MUSIC AND DRUGS
(Under construction)
This course, still under construction is perfectly adapted
to the Internet since each musical reference can be immediately illustrated
by the corresponding malady melody on your computer. The goal of this "show"
is to demonstrate that the interface between Music and Pharmacology is
less artificial than it could appear at first sight ; at the extreme, music
could adhere to one of the definitions of a drug, in the Greek meaning,
to pharmakon. Some examples (to be completed) will illustrate our thinking.
I - MUSIC AND THE
BRAIN
In Neurophysiology, music may be compared to stimuli
coming from the environment. These stimuli are processed by the central
nervous system (CNS).
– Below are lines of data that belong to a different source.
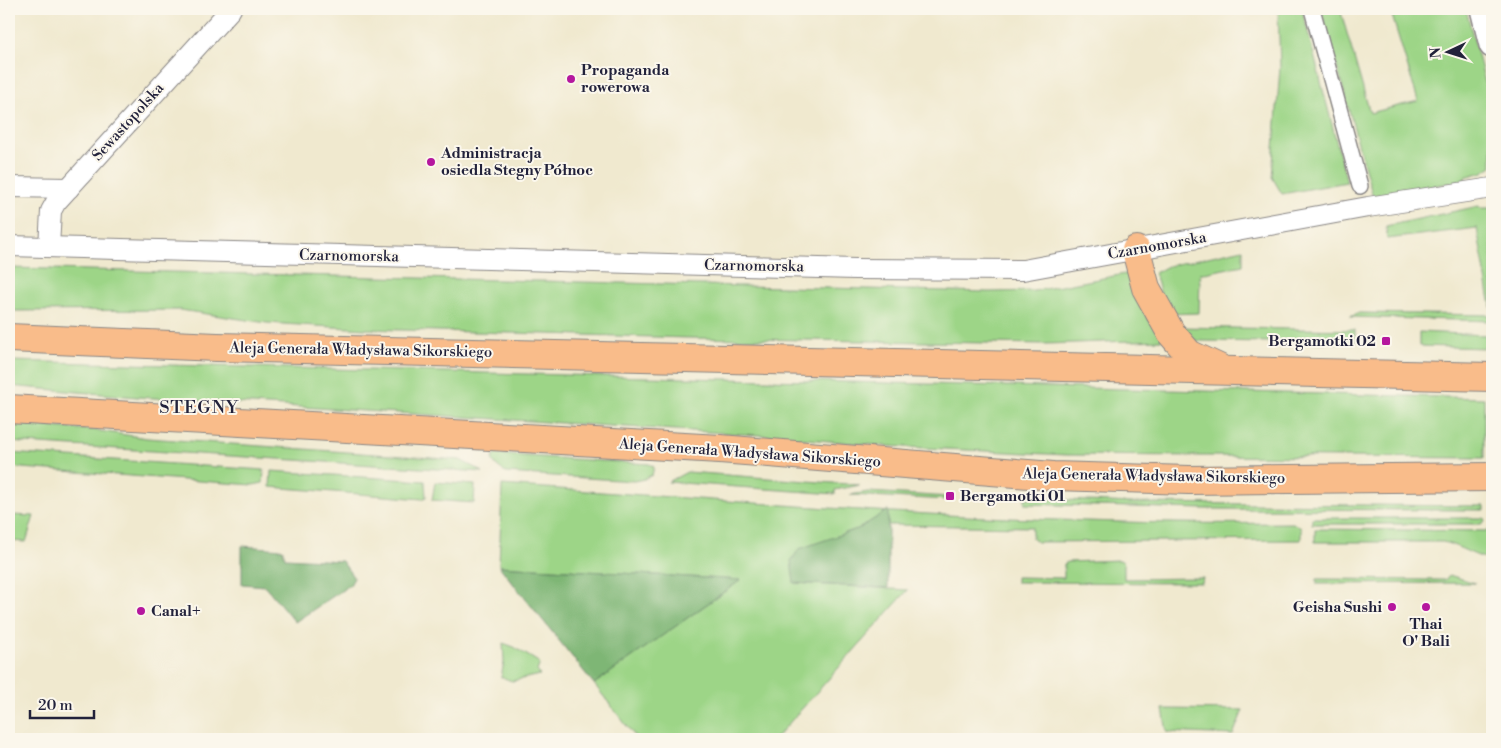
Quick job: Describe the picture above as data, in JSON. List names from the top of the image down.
{
  "streets": {
    "main road": ["Aleja Generała Władysława Sikorskiego"],
    "street": ["Sewastopolska", "Czarnomorska"]
  },
  "crossings": [
    ["Sewastopolska", "Czarnomorska"]
  ],
  "districts": ["STEGNY"],
  "places": {
    "other": [
      "Propaganda rowerowa",
      "Administracja osiedla Stegny Północ",
      "Geisha Sushi",
      "Thai O' Bali",
      "Canal+"
    ],
    "transit": ["Bergamotki 02", "Bergamotki 01"]
  },
  "scale_bar": "20 m",
  "north": "left"
}
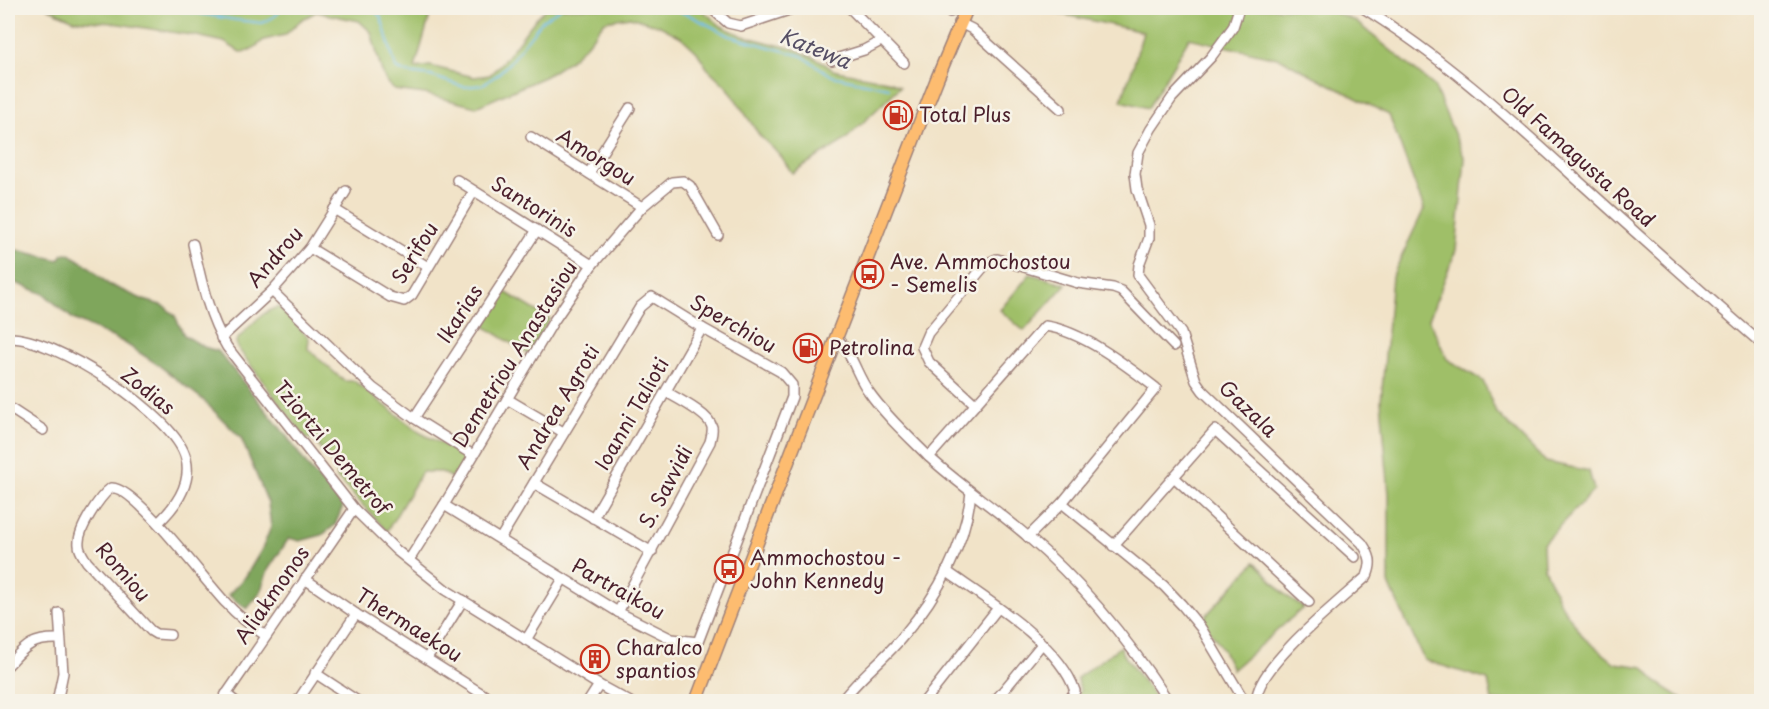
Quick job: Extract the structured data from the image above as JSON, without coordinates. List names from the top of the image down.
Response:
{
  "streets": {
    "street": [
      "Amorgou",
      "Old Famagusta Road",
      "Santorinis",
      "Serifou",
      "Androu",
      "Ikarias",
      "Sperchiou",
      "Demetriou Anastasiou",
      "Zodias",
      "Andrea Agroti",
      "Gazala",
      "Ioanni Talioti",
      "Tziortzi Demetrof",
      "S. Savvidi",
      "Romiou",
      "Partraikou",
      "Aliakmonos",
      "Thermaekou"
    ]
  },
  "crossings": [
    ["Amorgou", "Demetriou Anastasiou"],
    ["Santorinis", "Serifou"],
    ["Santorinis", "Ikarias"],
    ["Santorinis", "Demetriou Anastasiou"],
    ["Serifou", "Androu"],
    ["Androu", "Tziortzi Demetrof"],
    ["Sperchiou", "Andrea Agroti"],
    ["Sperchiou", "Ioanni Talioti"],
    ["Sperchiou", "Partraikou"],
    ["Demetriou Anastasiou", "Tziortzi Demetrof"],
    ["Demetriou Anastasiou", "Partraikou"],
    ["Zodias", "Romiou"],
    ["Andrea Agroti", "Partraikou"],
    ["Ioanni Talioti", "S. Savvidi"],
    ["Tziortzi Demetrof", "Aliakmonos"],
    ["S. Savvidi", "Partraikou"],
    ["Aliakmonos", "Thermaekou"]
  ],
  "water": ["Katewa"],
  "places": {
    "fuel station": ["Total Plus", "Petrolina"],
    "bus stop": ["Ave. Ammochostou - Semelis", "Ammochostou - John Kennedy"],
    "building": ["Charalco spantios"]
  }
}
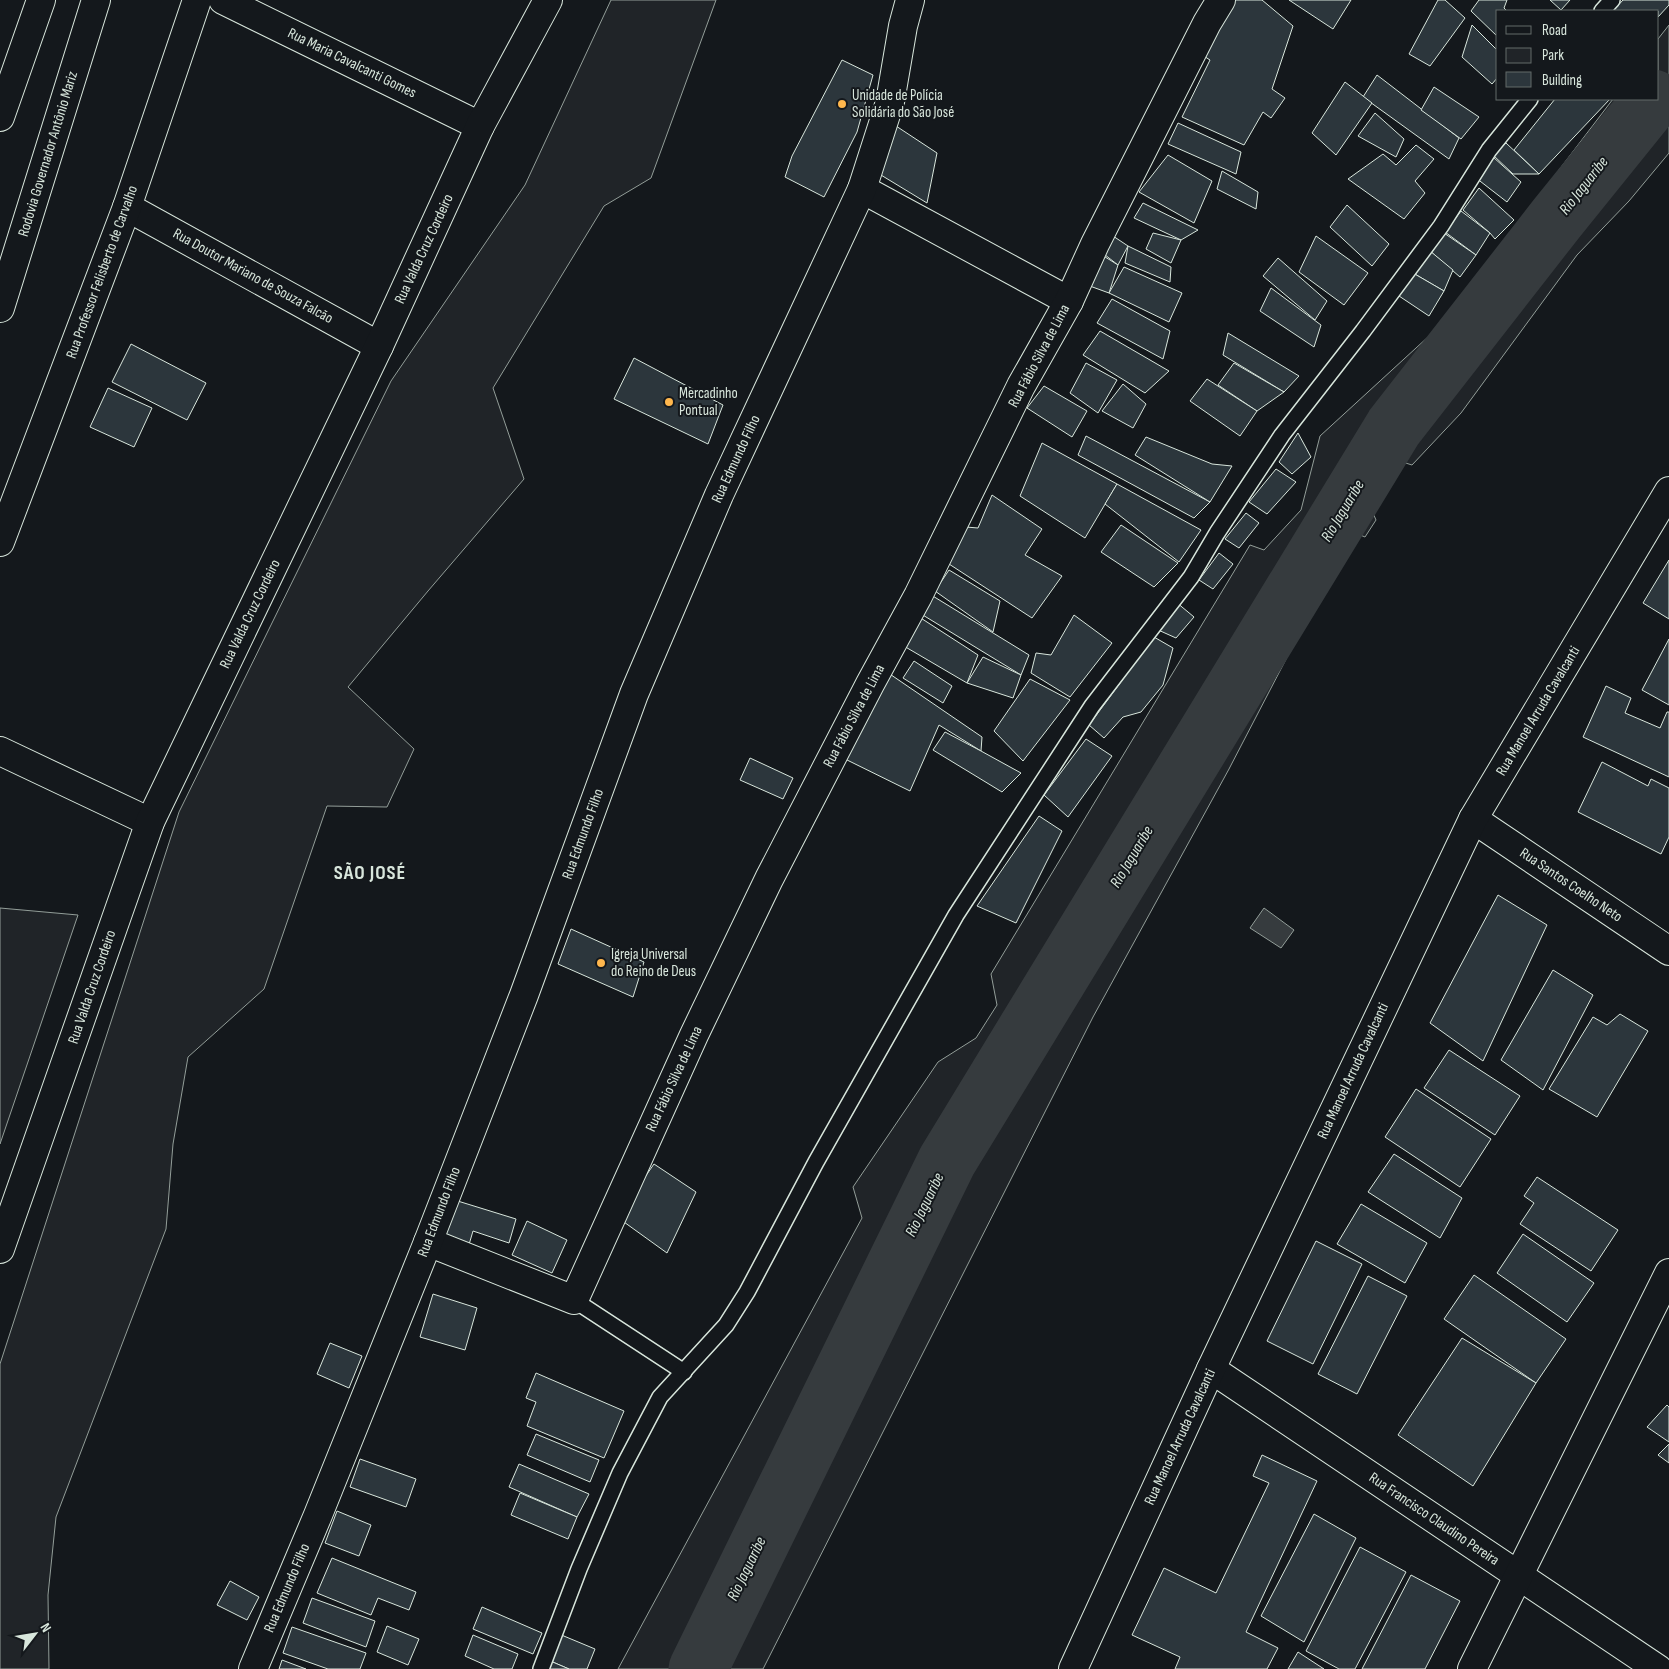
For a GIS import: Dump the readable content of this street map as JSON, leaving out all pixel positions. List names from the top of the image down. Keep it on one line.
{"streets":{"main road":["Rua Maria Cavalcanti Gomes","Rodovia Governador Antônio Mariz","Rua Valda Cruz Cordeiro","Rua Professor Felisberto de Carvalho","Rua Doutor Mariano de Souza Falcão","Rua Fábio Silva de Lima","Rua Edmundo Filho","Rua Manoel Arruda Cavalcanti","Rua Santos Coelho Neto","Rua Francisco Claudino Pereira"]},"crossings":[["Rua Maria Cavalcanti Gomes","Rua Valda Cruz Cordeiro"],["Rua Valda Cruz Cordeiro","Rua Doutor Mariano de Souza Falcão"],["Rua Professor Felisberto de Carvalho","Rua Doutor Mariano de Souza Falcão"],["Rua Manoel Arruda Cavalcanti","Rua Santos Coelho Neto"],["Rua Manoel Arruda Cavalcanti","Rua Francisco Claudino Pereira"]],"districts":["SÃO JOSÉ"],"water":["Rio Jaguaribe"],"places":["Unidade de Polícia Solidária do São José","Mercadinho Pontual","Igreja Universal do Reino de Deus"],"legend":["Road","Park","Building"],"north":"top right"}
Different anatomic controls ...) [Ward et al 1987
; Harper et al 1968 ; mark 1975]. Recently it has been demonstrated by
magnetoencephalography (MEG) that well-trained cello players presented
a cortical synaptic organisation which was much more dense than in the
non musician one (learning induced neuroplasticity). Many drugs and substances
can modify the different phases of the processing of musical information
by the brain.
II - MUSIC AND
THERAPEUTICS
Musicotherapy is a reality, and, in that way, plays the
role of a remedy. If, in a normal human being, music revives emotions
and pleasure (see the course on the Pharmacology
of pleasure), then it could also be routinely used in therapeutics. The
most common uses of musicotherapy are in the following fields : anaesthesia,
paediatrics, psychiatry, autistic children and geriatrics. Frequently,
musicotherapy is associated with real drug therapy [Coetze et al 1996 ;
Keller 1995 ; Ambesh et al 1991 ; Gunther et al 1991 ; Schmidt et al 1976].
III - MUSIC AND
BEHAVIOUR
Any drug is open to modify creativity or the expression
of performance [Krippner 1985 ; Gates et al 1985 ; Slomka 1992 ; James
et al 1977]. Some drugs clearly modify music perception [Waskow et al 1970].
IV - MUSIC
AND PHARMACOVIGILANCE
- Music, by itself, may create unusual psychological
states (i.e. : trances induced by Brazilian music or during rave
parties ...).
- Music can be detrimental for some cognitive functions
(for example memory performance is disturbed when music is "co-administered"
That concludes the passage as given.